┌─ Data

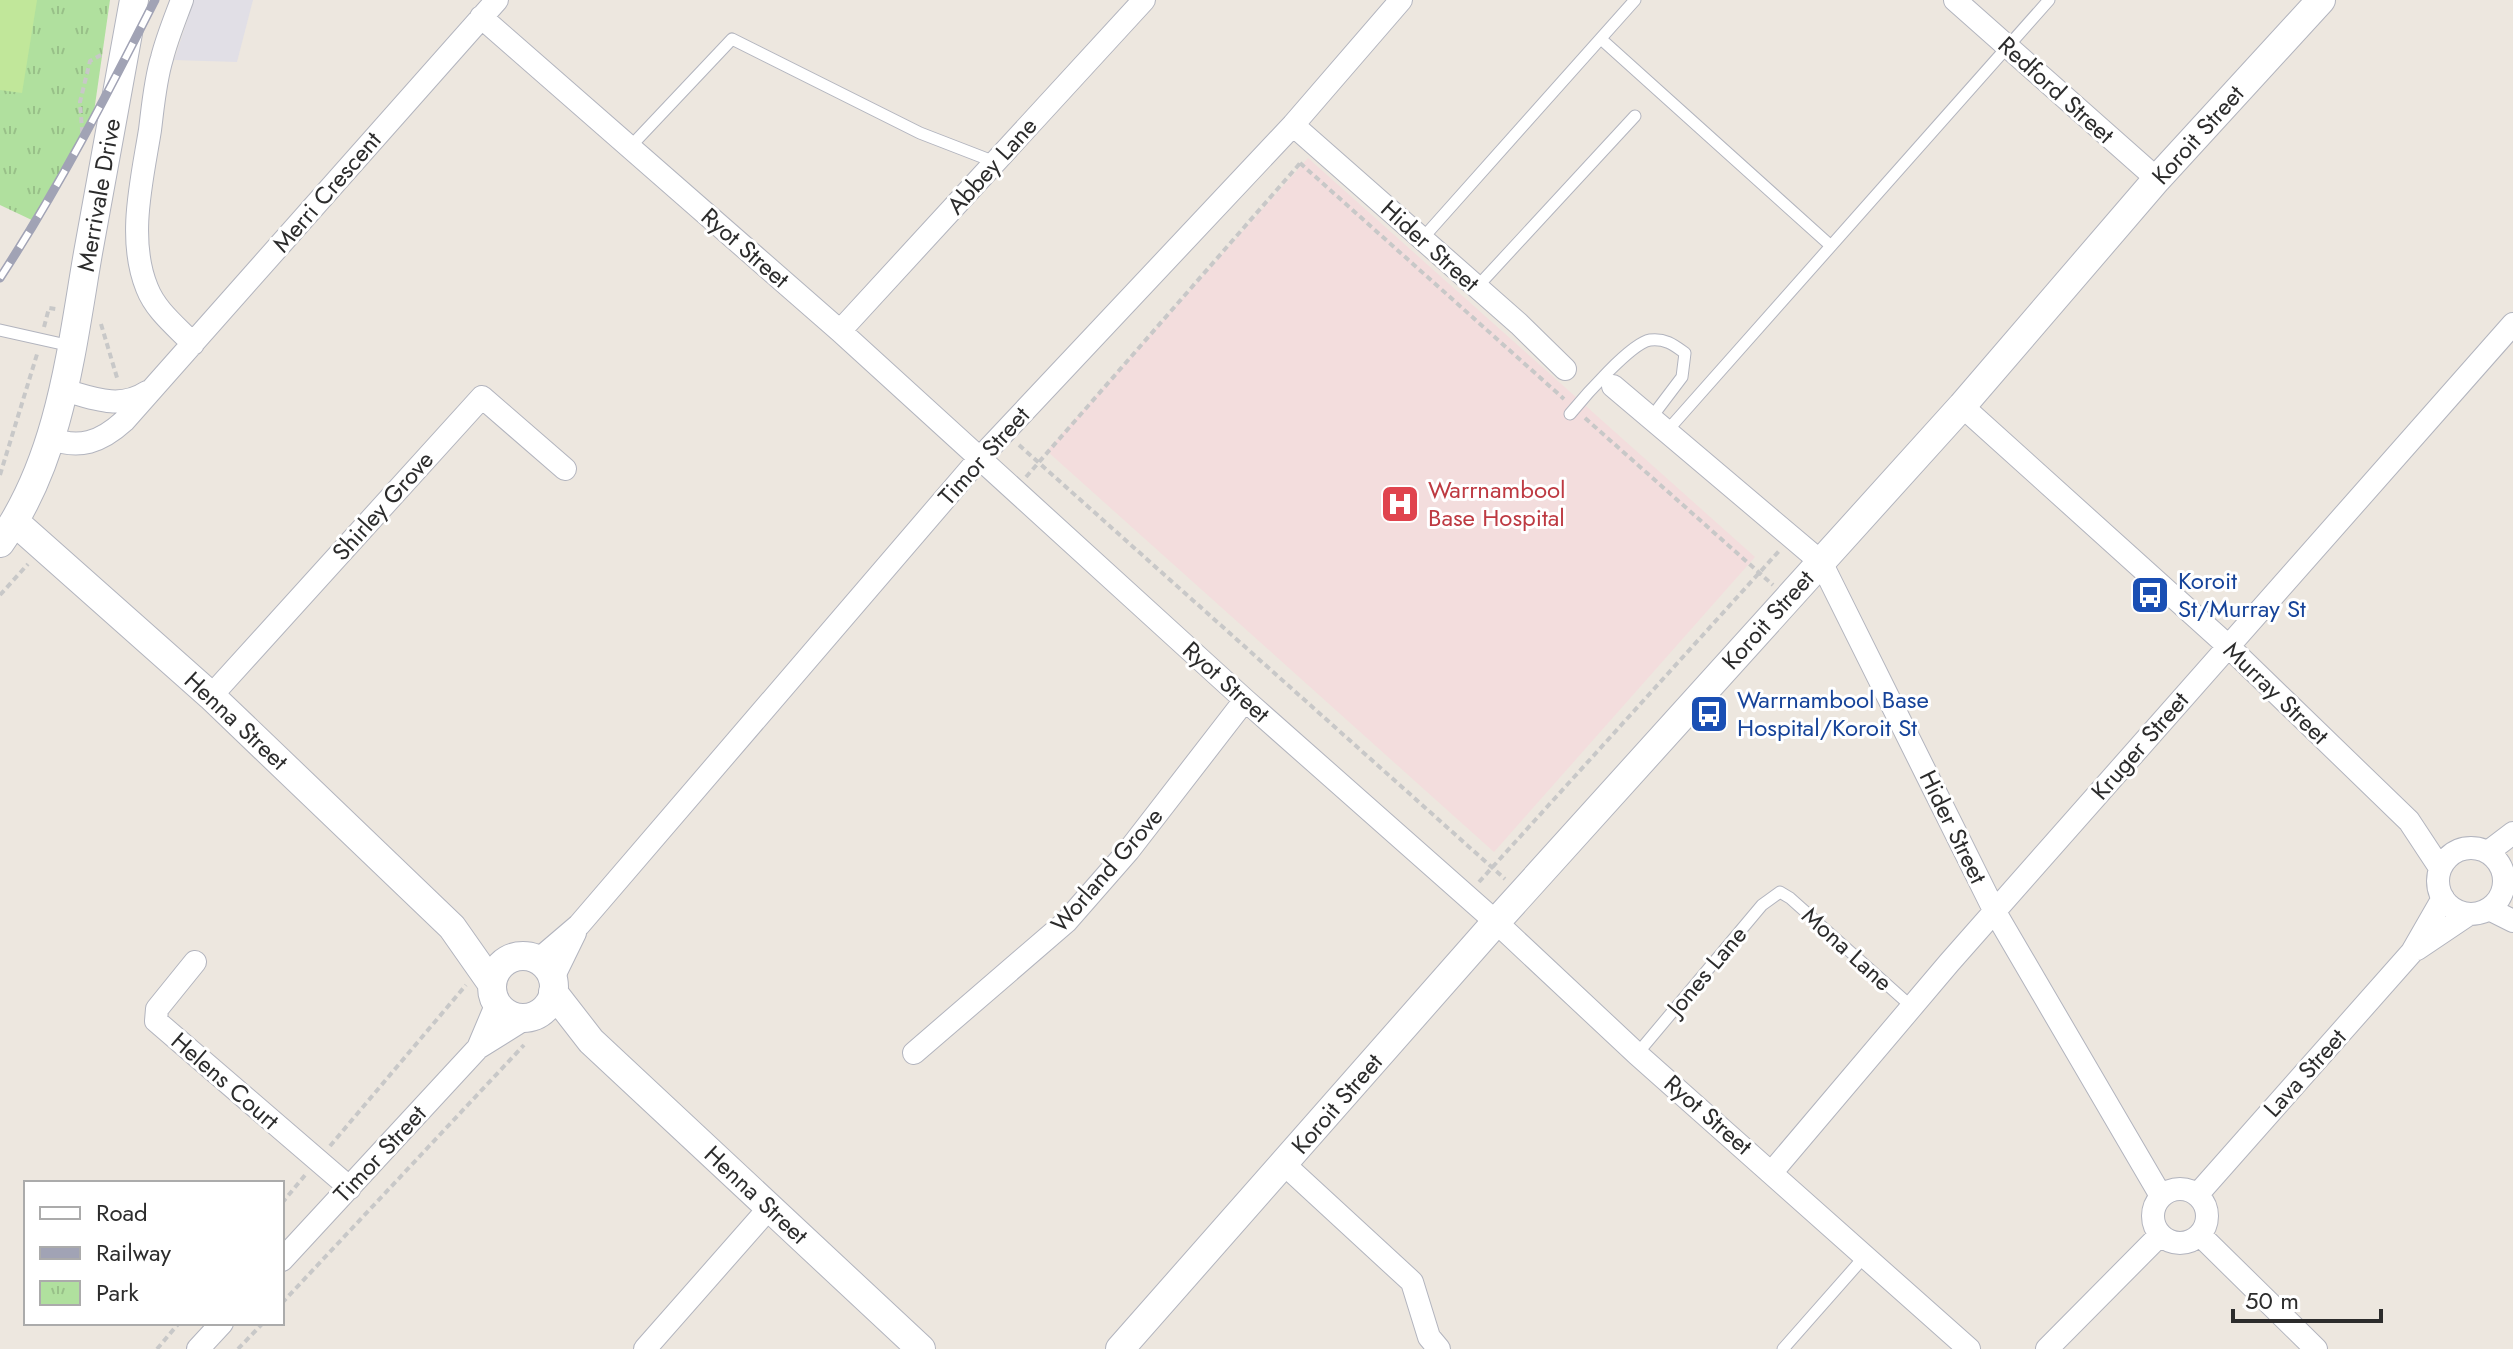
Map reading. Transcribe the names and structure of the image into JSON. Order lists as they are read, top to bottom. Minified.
{"streets":{"street":["Redford Street","Koroit Street","Abbey Lane","Merri Crescent","Merrivale Drive","Hider Street","Ryot Street","Timor Street","Shirley Grove","Murray Street","Henna Street","Kruger Street","Worland Grove","Lava Street","Helens Court"],"lane":["Mona Lane","Jones Lane"]},"crossings":[["Redford Street","Koroit Street"],["Koroit Street","Hider Street"],["Koroit Street","Ryot Street"],["Koroit Street","Murray Street"],["Abbey Lane","Ryot Street"],["Merri Crescent","Merrivale Drive"],["Merri Crescent","Ryot Street"],["Merrivale Drive","Henna Street"],["Hider Street","Timor Street"],["Hider Street","Kruger Street"],["Hider Street","Lava Street"],["Ryot Street","Timor Street"],["Ryot Street","Kruger Street"],["Ryot Street","Worland Grove"],["Ryot Street","Jones Lane"],["Timor Street","Henna Street"],["Timor Street","Helens Court"],["Shirley Grove","Henna Street"],["Murray Street","Kruger Street"],["Murray Street","Lava Street"],["Kruger Street","Mona Lane"],["Mona Lane","Jones Lane"]],"places":{"hospital":["Warrnambool Base Hospital"],"bus stop":["Koroit St/Murray St","Warrnambool Base Hospital/Koroit St"]},"legend":["Road","Railway","Park"],"scale_bar":"50 m"}
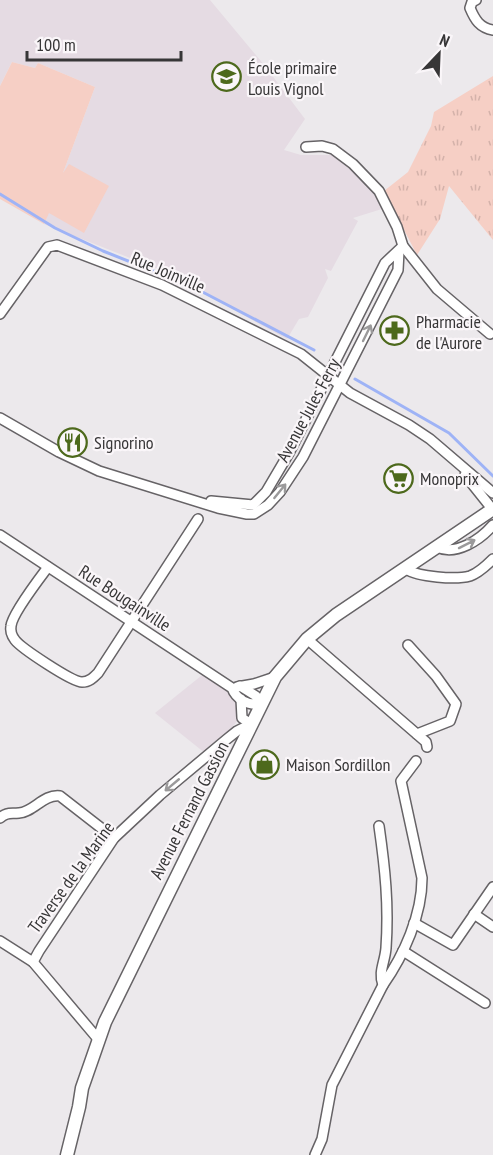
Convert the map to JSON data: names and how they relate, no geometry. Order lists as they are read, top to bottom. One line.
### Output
{"streets":{"street":["Rue Joinville","Avenue Jules Ferry","Rue Bougainville","Avenue Fernand Gassion","Traverse de la Marine"]},"crossings":[["Rue Joinville","Avenue Jules Ferry"],["Rue Bougainville","Avenue Fernand Gassion"],["Rue Bougainville","Traverse de la Marine"],["Avenue Fernand Gassion","Traverse de la Marine"]],"one_way":["Traverse de la Marine"],"places":{"school or university":["École primaire Louis Vignol"],"pharmacy":["Pharmacie de l'Aurore"],"restaurant":["Signorino"],"supermarket":["Monoprix"],"shop":["Maison Sordillon"]},"scale_bar":"100 m","north":"top right"}
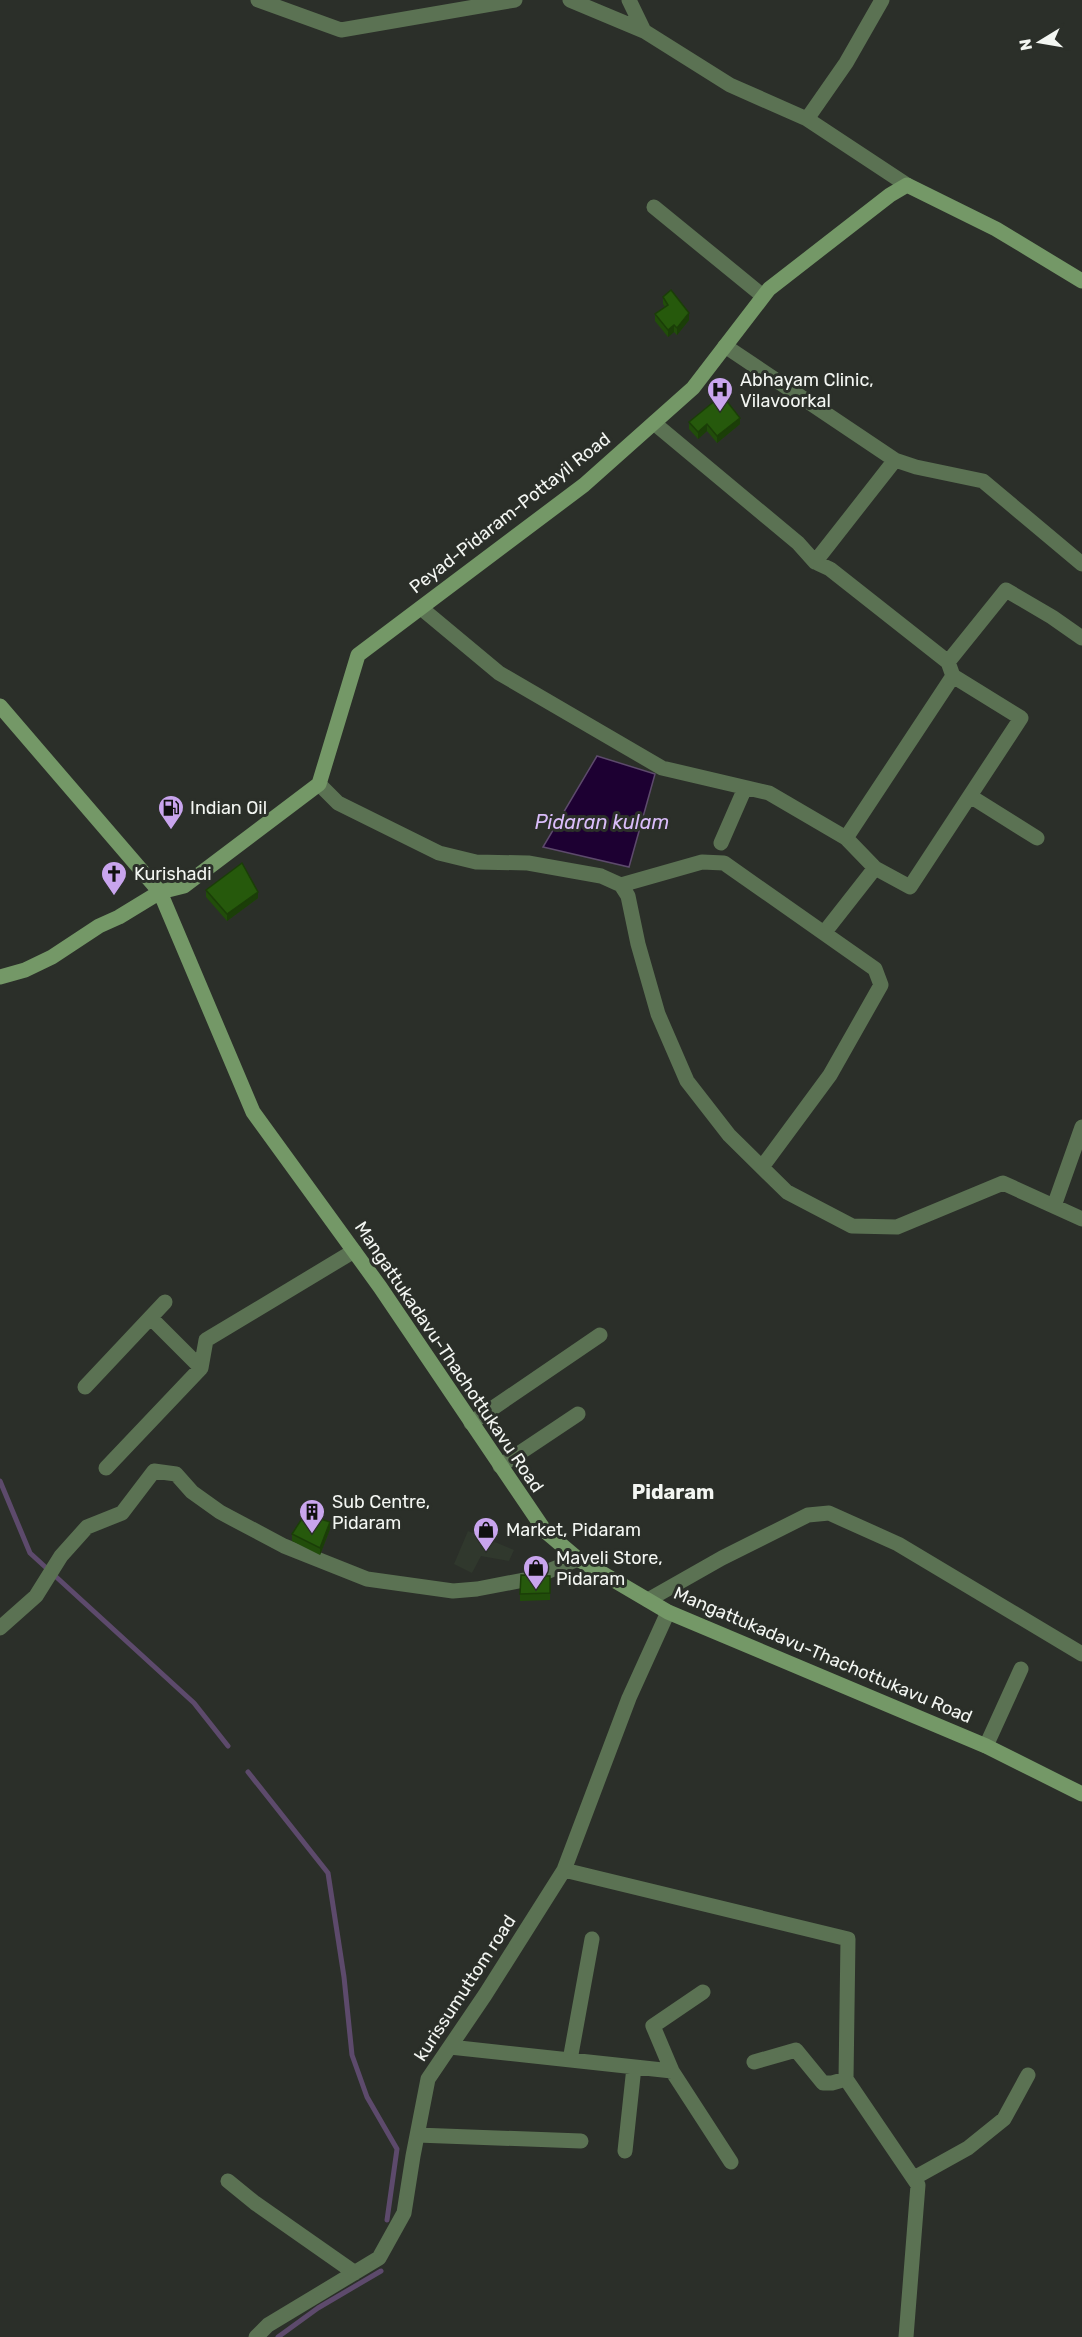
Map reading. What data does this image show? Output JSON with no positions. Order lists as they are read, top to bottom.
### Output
{
  "streets": {
    "main road": ["Peyad-Pidaram-Pottayil Road", "Mangattukadavu-Thachottukavu Road"],
    "street": ["kurissumuttom road"]
  },
  "crossings": [
    ["Mangattukadavu-Thachottukavu Road", "kurissumuttom road"]
  ],
  "districts": ["Pidaram"],
  "water": ["Pidaran kulam"],
  "places": {
    "hospital": ["Abhayam Clinic, Vilavoorkal"],
    "fuel station": ["Indian Oil"],
    "church": ["Kurishadi"],
    "building": ["Sub Centre, Pidaram"],
    "shop": ["Market, Pidaram", "Maveli Store, Pidaram"]
  },
  "north": "left"
}
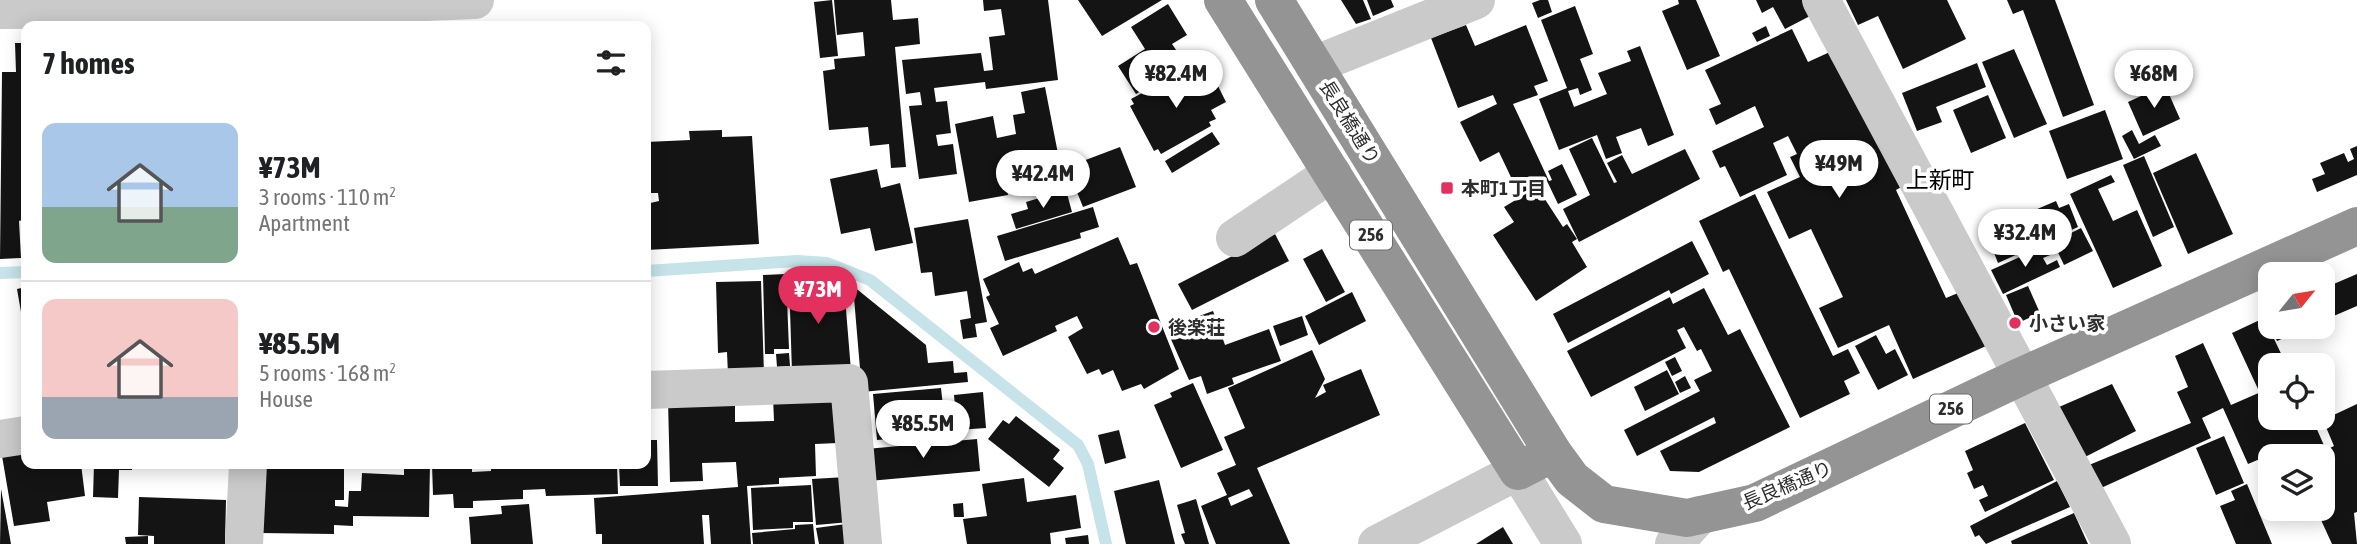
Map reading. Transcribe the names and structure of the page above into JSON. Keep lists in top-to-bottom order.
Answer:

└─

- Goal of the exercise -
Please copy the lines above exactly as written, apart from any pictures.

- Output of the task -
Map reading. Transcribe the names and structure of the image into JSON. Order lists as they are read, top to bottom. Minified.
{"streets":{"street":["Redford Street","Koroit Street","Abbey Lane","Merri Crescent","Merrivale Drive","Hider Street","Ryot Street","Timor Street","Shirley Grove","Murray Street","Henna Street","Kruger Street","Worland Grove","Lava Street","Helens Court"],"lane":["Mona Lane","Jones Lane"]},"crossings":[["Redford Street","Koroit Street"],["Koroit Street","Hider Street"],["Koroit Street","Ryot Street"],["Koroit Street","Murray Street"],["Abbey Lane","Ryot Street"],["Merri Crescent","Merrivale Drive"],["Merri Crescent","Ryot Street"],["Merrivale Drive","Henna Street"],["Hider Street","Timor Street"],["Hider Street","Kruger Street"],["Hider Street","Lava Street"],["Ryot Street","Timor Street"],["Ryot Street","Kruger Street"],["Ryot Street","Worland Grove"],["Ryot Street","Jones Lane"],["Timor Street","Henna Street"],["Timor Street","Helens Court"],["Shirley Grove","Henna Street"],["Murray Street","Kruger Street"],["Murray Street","Lava Street"],["Kruger Street","Mona Lane"],["Mona Lane","Jones Lane"]],"places":{"hospital":["Warrnambool Base Hospital"],"bus stop":["Koroit St/Murray St","Warrnambool Base Hospital/Koroit St"]},"legend":["Road","Railway","Park"],"scale_bar":"50 m"}
Convert the map to JSON data: names and how they relate, no geometry. Order lists as they are read, top to bottom. One line.
### Output
{"streets":{"street":["Rue Joinville","Avenue Jules Ferry","Rue Bougainville","Avenue Fernand Gassion","Traverse de la Marine"]},"crossings":[["Rue Joinville","Avenue Jules Ferry"],["Rue Bougainville","Avenue Fernand Gassion"],["Rue Bougainville","Traverse de la Marine"],["Avenue Fernand Gassion","Traverse de la Marine"]],"one_way":["Traverse de la Marine"],"places":{"school or university":["École primaire Louis Vignol"],"pharmacy":["Pharmacie de l'Aurore"],"restaurant":["Signorino"],"supermarket":["Monoprix"],"shop":["Maison Sordillon"]},"scale_bar":"100 m","north":"top right"}
Map reading. What data does this image show? Output JSON with no positions. Order lists as they are read, top to bottom.
### Output
{
  "streets": {
    "main road": ["Peyad-Pidaram-Pottayil Road", "Mangattukadavu-Thachottukavu Road"],
    "street": ["kurissumuttom road"]
  },
  "crossings": [
    ["Mangattukadavu-Thachottukavu Road", "kurissumuttom road"]
  ],
  "districts": ["Pidaram"],
  "water": ["Pidaran kulam"],
  "places": {
    "hospital": ["Abhayam Clinic, Vilavoorkal"],
    "fuel station": ["Indian Oil"],
    "church": ["Kurishadi"],
    "building": ["Sub Centre, Pidaram"],
    "shop": ["Market, Pidaram", "Maveli Store, Pidaram"]
  },
  "north": "left"
}
Map reading. Transcribe the names and structure of the page above into JSON. Keep lists in top-to-bottom order.
Answer:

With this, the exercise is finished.